Renate Rohleder machte einen Schritt rückwärts und sackte auf einen Stuhl. Dem Unglauben folgte die innerliche Abwehr – das kann nicht sein, hier liegt sicherlich eine Verwechslung vor!
»Sie wollte nach dem Spaziergang mit Topsi in den Laden kommen, um zu helfen. Vor Weihnachten ist immer so viel los. Ich wollte sie schon anrufen, aber ich kam nicht dazu«, murmelte sie tonlos. »Meine Mutter hat eine pinke Wollmütze. Ich habe sie ihr vor drei Jahren zu Weihnachten geschenkt, zusammen mit einem pinken Schal.
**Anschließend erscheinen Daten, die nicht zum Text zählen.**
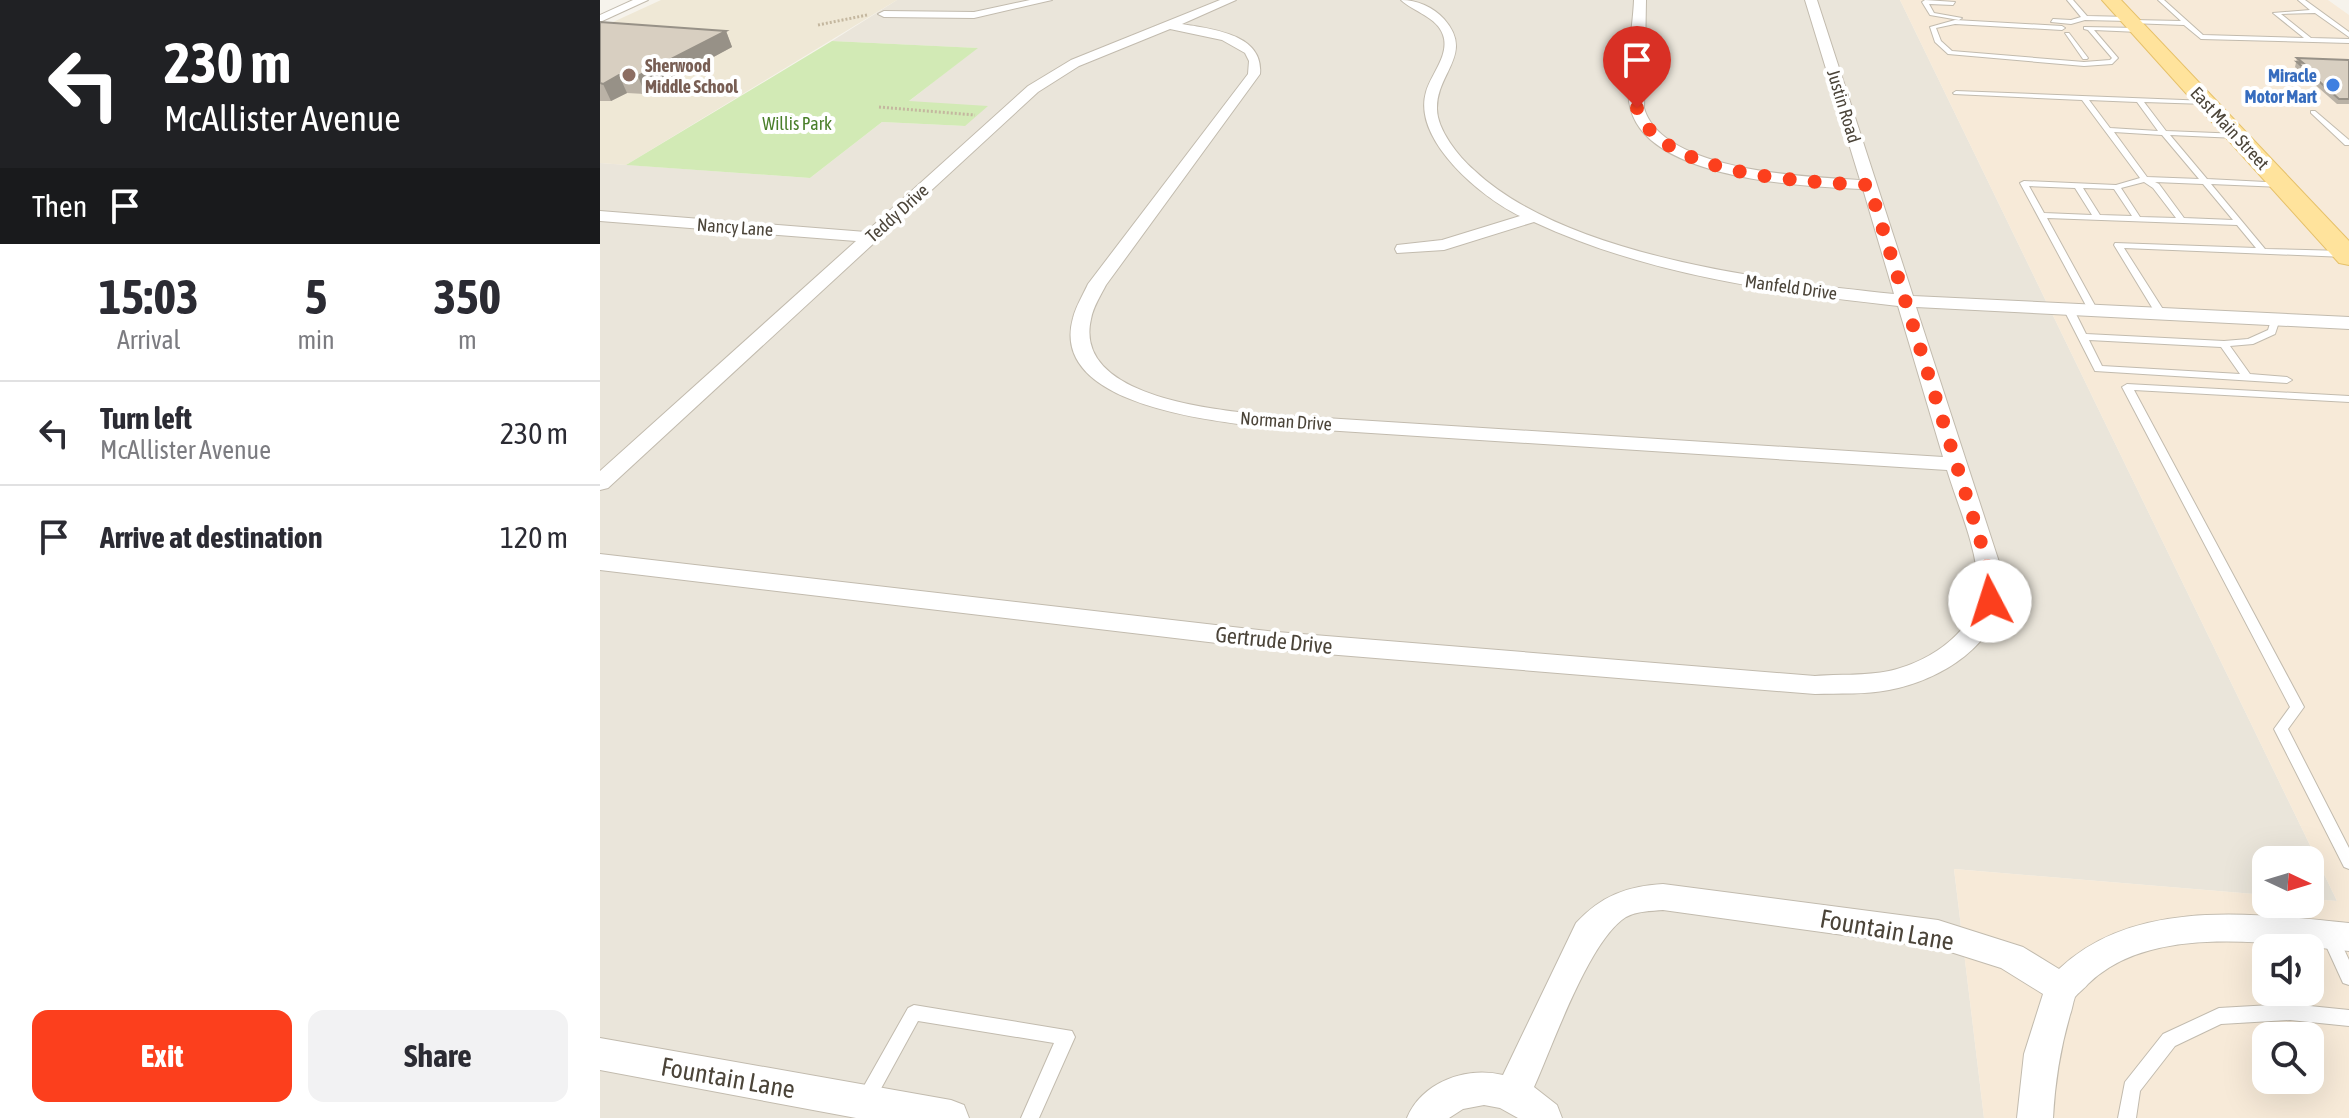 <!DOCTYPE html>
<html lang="en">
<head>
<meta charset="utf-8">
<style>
	body { margin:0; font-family:"Asap Condensed",sans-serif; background:#f2f2f3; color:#2b2b33; height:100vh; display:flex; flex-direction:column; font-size:30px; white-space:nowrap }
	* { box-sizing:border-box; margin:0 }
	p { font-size:26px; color:#7c7c81 }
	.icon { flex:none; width:44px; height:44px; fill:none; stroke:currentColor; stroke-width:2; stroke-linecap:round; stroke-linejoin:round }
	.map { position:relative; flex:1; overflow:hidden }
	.details { display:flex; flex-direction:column; background:#fff; width:600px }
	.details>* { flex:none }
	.top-card { background:#202124; color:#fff; overflow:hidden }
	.needle { width:52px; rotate:94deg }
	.tools { position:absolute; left:1652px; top:846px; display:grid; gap:16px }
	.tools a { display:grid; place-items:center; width:72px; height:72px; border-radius:16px; background:#fff; box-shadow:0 8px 32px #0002; font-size:40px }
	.pin { position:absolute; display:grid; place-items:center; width:68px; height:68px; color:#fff; margin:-82px -34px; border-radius:50% 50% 50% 0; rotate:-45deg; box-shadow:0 0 8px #0007 }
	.pin .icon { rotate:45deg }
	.me { position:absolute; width:88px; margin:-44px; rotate:355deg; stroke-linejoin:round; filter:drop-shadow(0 0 6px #0008) }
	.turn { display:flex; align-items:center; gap:28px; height:168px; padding:0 32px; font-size:36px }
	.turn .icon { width:104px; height:104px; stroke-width:2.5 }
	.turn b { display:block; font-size:56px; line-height:68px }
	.then { display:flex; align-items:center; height:76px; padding:0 32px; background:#0003; gap:16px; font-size:30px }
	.eta { display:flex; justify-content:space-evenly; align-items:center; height:136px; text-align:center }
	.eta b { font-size:48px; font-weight:700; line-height:56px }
	.button { display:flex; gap:16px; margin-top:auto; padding:16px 32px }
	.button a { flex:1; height:92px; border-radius:16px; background:#fc3f1d; color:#fff; font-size:32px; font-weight:700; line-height:92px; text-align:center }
	.button a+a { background:#f2f2f3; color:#2b2b33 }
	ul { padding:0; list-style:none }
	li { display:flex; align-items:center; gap:24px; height:104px; padding:0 32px; border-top:2px solid #e1e1e2 }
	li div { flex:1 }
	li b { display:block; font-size:30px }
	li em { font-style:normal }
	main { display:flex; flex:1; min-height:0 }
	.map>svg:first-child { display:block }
	.residential { fill:#eae5da }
	.commercial { fill:#f7ead8; fill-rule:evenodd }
	.education { fill:#efe8d6 }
	.green { fill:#d2eab5 }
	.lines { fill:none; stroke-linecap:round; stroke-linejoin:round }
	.lane-casing { stroke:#c2bbae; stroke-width:2 }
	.street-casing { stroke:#c2bbae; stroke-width:2 }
	.primary-casing { stroke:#e6c16a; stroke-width:2 }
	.path { stroke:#c4b79f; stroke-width:3; stroke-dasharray:2 2; stroke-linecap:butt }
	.lane { fill:#fff; fill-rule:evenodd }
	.street { fill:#fff; fill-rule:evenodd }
	.primary { fill:#ffe39c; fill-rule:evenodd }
	.wall { fill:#bab2a6 }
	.shaded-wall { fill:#979187 }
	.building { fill:#d8cfc1; stroke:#979187; stroke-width:2 }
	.route { stroke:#fc3f1d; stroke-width:14; stroke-dasharray:0 25.2 }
	.education-dot { fill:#8d6e63; stroke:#fff; stroke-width:3 }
	.shop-dot { fill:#3f7fe0; stroke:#fff; stroke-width:3 }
	.labels { text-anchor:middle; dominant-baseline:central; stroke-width:8; stroke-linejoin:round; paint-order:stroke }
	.far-education-label { font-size:18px; font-weight:bold; fill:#785e54; stroke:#fff; text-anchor:start }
	.far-shop-label { font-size:18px; font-weight:bold; fill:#366cbe; stroke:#fff; text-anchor:end }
	.far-street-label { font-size:18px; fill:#4b4439; stroke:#fff }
	.far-park-label { font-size:18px; fill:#4a7f2a; stroke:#fff }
	.street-label { font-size:22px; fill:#4b4439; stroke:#fff }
	.near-street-label { font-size:26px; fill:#4b4439; stroke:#fff }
</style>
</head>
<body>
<main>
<section class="details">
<div class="top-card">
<div class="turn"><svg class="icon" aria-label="left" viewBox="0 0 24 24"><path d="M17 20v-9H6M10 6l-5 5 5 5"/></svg><div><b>230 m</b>McAllister Avenue</div></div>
<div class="then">Then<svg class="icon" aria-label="arrive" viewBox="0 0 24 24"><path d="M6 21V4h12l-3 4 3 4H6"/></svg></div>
</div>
<div class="eta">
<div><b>15:03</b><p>Arrival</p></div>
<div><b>5</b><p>min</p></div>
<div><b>350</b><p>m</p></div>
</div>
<ul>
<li><svg class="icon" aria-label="left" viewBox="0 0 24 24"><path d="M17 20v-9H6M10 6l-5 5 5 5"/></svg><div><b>Turn left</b><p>McAllister Avenue</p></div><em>230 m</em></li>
<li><svg class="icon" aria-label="arrive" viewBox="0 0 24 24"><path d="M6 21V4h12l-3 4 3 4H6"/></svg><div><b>Arrive at destination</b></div><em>120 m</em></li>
</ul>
<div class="button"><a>Exit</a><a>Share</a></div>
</section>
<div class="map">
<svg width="1749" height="1118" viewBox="0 0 1749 1118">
	<rect width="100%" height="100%" fill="#f6f3ec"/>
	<!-- residential -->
	<polygon class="residential" points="297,0 1300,0 1737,901 1710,899 1710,860 1666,860 1666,895 1354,869 1384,1118 0,1118 0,163 210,178 282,122 365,126 308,102 377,48 232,41"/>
	<!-- commercial -->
	<path class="commercial" d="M 1300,0 L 1728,0 L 1749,15 L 1749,1118 L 1384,1118 L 1354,869 L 1666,895 L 1666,904 L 1710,904 L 1710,899 L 1737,901 ZM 1666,948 L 1710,948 L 1710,992 L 1666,992 ZM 1666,1036 L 1710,1036 L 1710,1080 L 1666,1080 Z"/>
	<!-- education -->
	<polygon class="education" points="61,0 297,0 26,165 0,163 0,28"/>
	<!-- green -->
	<polygon class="green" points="232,41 378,48 309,101 388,106 365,126 282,122 210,178 26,165"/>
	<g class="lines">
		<!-- lane casing -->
		<g class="lane-casing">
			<g id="lane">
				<polygon points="1325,0 1355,2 1353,5 1329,4 1334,13 1362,18 1359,20 1330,15 1322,2"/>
				<polygon points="1467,0 1473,0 1487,16 1529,17 1532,19 1529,21 1485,20 1471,24 1451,22 1453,19 1471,20 1481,17"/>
				<polygon points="1558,0 1564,0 1603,35 1704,38 1673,13 1710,10 1698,0 1705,0 1749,32 1749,37 1715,13 1681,14 1711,38 1749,39 1749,43 1601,39 1584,25 1530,23 1532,20 1581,21"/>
				<polygon points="1355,20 1462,26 1465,28 1462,30 1355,24 1336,28 1341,41 1352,51 1484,62 1510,60 1512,58 1488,30 1484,29 1484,27 1539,28 1542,30 1539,32 1494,30 1518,58 1512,64 1484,66 1348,54 1335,42 1330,27"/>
				<polygon points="1465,33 1469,33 1488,58 1487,59 1483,59"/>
				<path d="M 1356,91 L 1608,101 L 1608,103 L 1606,104 L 1544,102 L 1566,131 L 1640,134 L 1640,138 L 1637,138 L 1570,135 L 1607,179 L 1685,183 L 1686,185 L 1682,187 L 1611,184 L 1665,249 L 1745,251 L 1749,254 L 1745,257 L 1524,248 L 1566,314 L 1561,317 L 1556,314 L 1514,245 L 1515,243 L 1656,248 L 1637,225 L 1447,218 L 1498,311 L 1496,313 L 1490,313 L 1420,183 L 1424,181 L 1516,185 L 1540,178 L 1482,100 L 1354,94 L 1353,93 ZM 1489,100 L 1537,102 L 1558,131 L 1510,128 ZM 1514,132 L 1562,135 L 1599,179 L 1547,177 ZM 1544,182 L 1553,188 L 1576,218 L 1540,217 L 1521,188 ZM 1555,182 L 1603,184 L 1633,220 L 1584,218 L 1559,184 ZM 1429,186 L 1475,188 L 1492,215 L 1444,213 ZM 1483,188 L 1514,189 L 1532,216 L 1500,215 Z"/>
				<polygon points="1711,111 1715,111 1749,140 1749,145 1745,145 1711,113"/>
				<path d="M 1469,307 L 1474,310 L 1486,334 L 1624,341 L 1648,339 L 1668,330 L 1672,317 L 1678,317 L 1680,319 L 1675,334 L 1653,344 L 1630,346 L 1650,374 L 1687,377 L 1692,380 L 1687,383 L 1495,371 L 1464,310 ZM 1489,340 L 1621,347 L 1640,374 L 1502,366 Z"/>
				<polygon points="1527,384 1749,396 1749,402 1534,390 1704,707 1688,729 1749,848 1749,869 1744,867 1674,729 1690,707 1522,387"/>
				<polygon points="1730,930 1736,932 1749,960 1749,985 1743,983 1722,937 1724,932"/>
				<polygon points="1690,1004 1749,1010 1749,1026 1690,1020 1621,1024 1575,1046 1540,1091 1536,1118 1518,1118 1525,1082 1563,1034 1619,1008"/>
				<polygon points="314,1005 472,1031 475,1037 439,1118 421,1118 454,1043 318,1021 272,1105 266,1108 260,1105 257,1099 260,1093 308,1008"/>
			</g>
		</g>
		<!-- street casing -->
		<g class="street-casing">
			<g id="street">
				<polygon points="33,0 48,0 0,22 0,15"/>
				<polygon points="430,0 452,0 374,18 284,17 278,14 284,11 374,12"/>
				<path d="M 620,0 L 636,0 L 582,24 C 612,29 664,34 660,74 L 506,285 C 501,295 493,307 491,319 C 474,392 597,407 646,413 L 1343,457 L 1298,306 C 1174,292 1048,275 934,222 L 844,250 L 797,253 L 795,249 L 797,245 L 842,240 L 920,216 C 882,198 812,140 826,92 C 831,74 850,55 843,35 C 837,17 814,12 801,0 C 817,0 833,7 844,19 C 875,54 836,73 837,109 C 837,130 859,157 874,170 C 966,257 1171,281 1294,294 L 1263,189 C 1204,187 1059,179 1033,116 C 1021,88 1033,31 1034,0 L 1046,0 L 1044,108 C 1062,171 1206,177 1260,180 L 1205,0 L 1217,0 L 1313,296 L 1749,317 L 1749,329 L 1316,307 L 1399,562 C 1400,570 1403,579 1403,586 C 1402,644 1339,681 1289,690 C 1265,695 1239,693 1215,694 L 677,650 L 0,570 L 0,554 L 677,632 L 1215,676 C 1239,674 1266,676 1289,671 C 1329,662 1381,630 1378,583 C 1376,545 1358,506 1347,470 L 646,425 C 594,418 450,400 473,318 C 476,306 483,295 488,284 L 648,74 L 649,61 L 645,53 L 622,40 L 570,29 L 479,66 L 438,92 L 8,488 L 0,490 L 0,471 L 256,241 L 0,221 L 0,211 L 266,232 L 428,86 L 471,60 Z"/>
				<path d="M 1063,884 L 1338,920 L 1423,947 L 1459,969 C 1535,897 1654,914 1749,923 L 1749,951 C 1670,943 1550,923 1488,984 C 1485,988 1478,993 1475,997 C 1473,1002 1472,1010 1470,1015 C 1460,1050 1455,1082 1453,1118 L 1417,1118 L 1424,1054 L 1443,994 L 1401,968 L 1338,948 L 1063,910 C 1051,911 1037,911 1026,917 C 989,940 953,1045 934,1087 L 957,1105 L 962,1118 L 918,1118 L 900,1108 L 884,1105 L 863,1109 L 849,1118 L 807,1118 C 822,1082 866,1066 903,1075 L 976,923 C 1001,896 1027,886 1063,884 Z"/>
				<polygon points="0,1038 351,1100 364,1105 369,1118 256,1118 0,1070"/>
			</g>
		</g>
		<!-- primary casing -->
		<g class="primary-casing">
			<polygon id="primary" points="1502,0 1521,0 1749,241 1749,265 1739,263"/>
		</g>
		<!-- path -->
		<g class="path">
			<polyline points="218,25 267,15"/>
			<polyline points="279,107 375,115"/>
		</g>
		<!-- lane -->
		<use href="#lane" class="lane"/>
		<!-- street -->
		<use href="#street" class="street"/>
		<!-- primary -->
		<use href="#primary" class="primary"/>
	</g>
	<!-- wall -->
	<g class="wall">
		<polygon points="0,22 126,31 132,47 45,94 27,93 11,101 0,101"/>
		<polygon points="1697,58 1749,60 1749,104 1737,104 1695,67"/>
	</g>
	<!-- shaded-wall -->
	<g class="shaded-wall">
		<polygon points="126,31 132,47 45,94 38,76"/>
		<polygon points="19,75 27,93 11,101 3,84"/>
	</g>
	<!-- building -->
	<g class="building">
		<polygon points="0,22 126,31 38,76 19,75 3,84 0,83"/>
		<polygon points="1697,58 1749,60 1749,99 1739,99 1697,62 1703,63"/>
	</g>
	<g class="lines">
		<!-- route -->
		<path class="route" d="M 1037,108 C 1059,177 1209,182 1269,185 L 1387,562 L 1390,601"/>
	</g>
	<!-- markers -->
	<circle class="education-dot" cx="29" cy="75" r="8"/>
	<circle class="shop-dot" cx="1733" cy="85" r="8"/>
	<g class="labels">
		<!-- far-education labels -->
		<g class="far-education-label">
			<text x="45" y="65">Sherwood<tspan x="45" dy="21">Middle School</tspan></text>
		</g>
		<!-- far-shop labels -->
		<g class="far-shop-label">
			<text x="1717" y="75">Miracle<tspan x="1717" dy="21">Motor Mart</tspan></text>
		</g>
		<!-- far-street labels -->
		<g class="far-street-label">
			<text transform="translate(1244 106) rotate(73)">Justin Road</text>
			<text transform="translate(1630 128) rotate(47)">East Main Street</text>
			<text transform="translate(297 213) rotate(-42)">Teddy Drive</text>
			<text transform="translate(135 227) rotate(4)">Nancy Lane</text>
			<text transform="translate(1191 287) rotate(8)">Manfeld Drive</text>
			<text transform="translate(686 421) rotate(4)">Norman Drive</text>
		</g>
		<!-- far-park labels -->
		<g class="far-park-label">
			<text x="197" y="123">Willis Park</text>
		</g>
		<!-- street labels -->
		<g class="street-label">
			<text transform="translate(674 640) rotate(6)">Gertrude Drive</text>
		</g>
		<!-- near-street labels -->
		<g class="near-street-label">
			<text transform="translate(1287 930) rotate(10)">Fountain Lane</text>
			<text transform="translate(128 1078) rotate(10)">Fountain Lane</text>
		</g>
	</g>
</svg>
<div class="tools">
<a><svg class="needle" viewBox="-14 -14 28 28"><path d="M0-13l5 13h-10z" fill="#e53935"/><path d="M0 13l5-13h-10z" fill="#7c7c81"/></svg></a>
<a><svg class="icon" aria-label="sound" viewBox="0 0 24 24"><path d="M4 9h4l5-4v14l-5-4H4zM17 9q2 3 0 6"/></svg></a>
<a><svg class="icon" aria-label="search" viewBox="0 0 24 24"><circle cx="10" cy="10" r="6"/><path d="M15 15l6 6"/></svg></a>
</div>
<div class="pin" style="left:1037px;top:108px;background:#d93025"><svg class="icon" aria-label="arrive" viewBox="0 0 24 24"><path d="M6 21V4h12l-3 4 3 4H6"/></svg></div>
<svg class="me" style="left:1390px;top:601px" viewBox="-20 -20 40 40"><circle r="19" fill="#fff"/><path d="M0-13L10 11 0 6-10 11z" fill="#fc3f1d"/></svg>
</div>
</main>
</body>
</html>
Und für den Hundespaziergang hat sie immer ihre alte Barbour-Jacke angezogen, dieses hässliche, stinkende Ding …«
Ihre Augen füllten sich mit Tränen.
Nun setzte der Schock ein, mit dem Begreifen einer endgültigen Tatsache.
Bodenstein und Pia wechselten einen kurzen Blick. Die pinkfarbene Mütze, der Labrador, die olivfarbene Jacke. Es gab keinen Zweifel mehr, dass es sich bei der Toten um Ingeborg Rohleder handelte.
»Was ist passiert? Hatte sie … hatte sie einen Herzinfarkt?«, flüsterte Renate Rohleder und blickte Bodenstein wieder an. Die Tränen rannen über ihre Wangen, vermischten sich mit dem schwarzen Eyeliner und der Wimperntusche. »Ich muss zu ihr! Ich muss sie sehen!«
Sie sprang ganz plötzlich auf, klaubte Handy und Autoschlüssel vom Schreibtisch und riss eine Jacke vom Kleiderständer neben der Tür.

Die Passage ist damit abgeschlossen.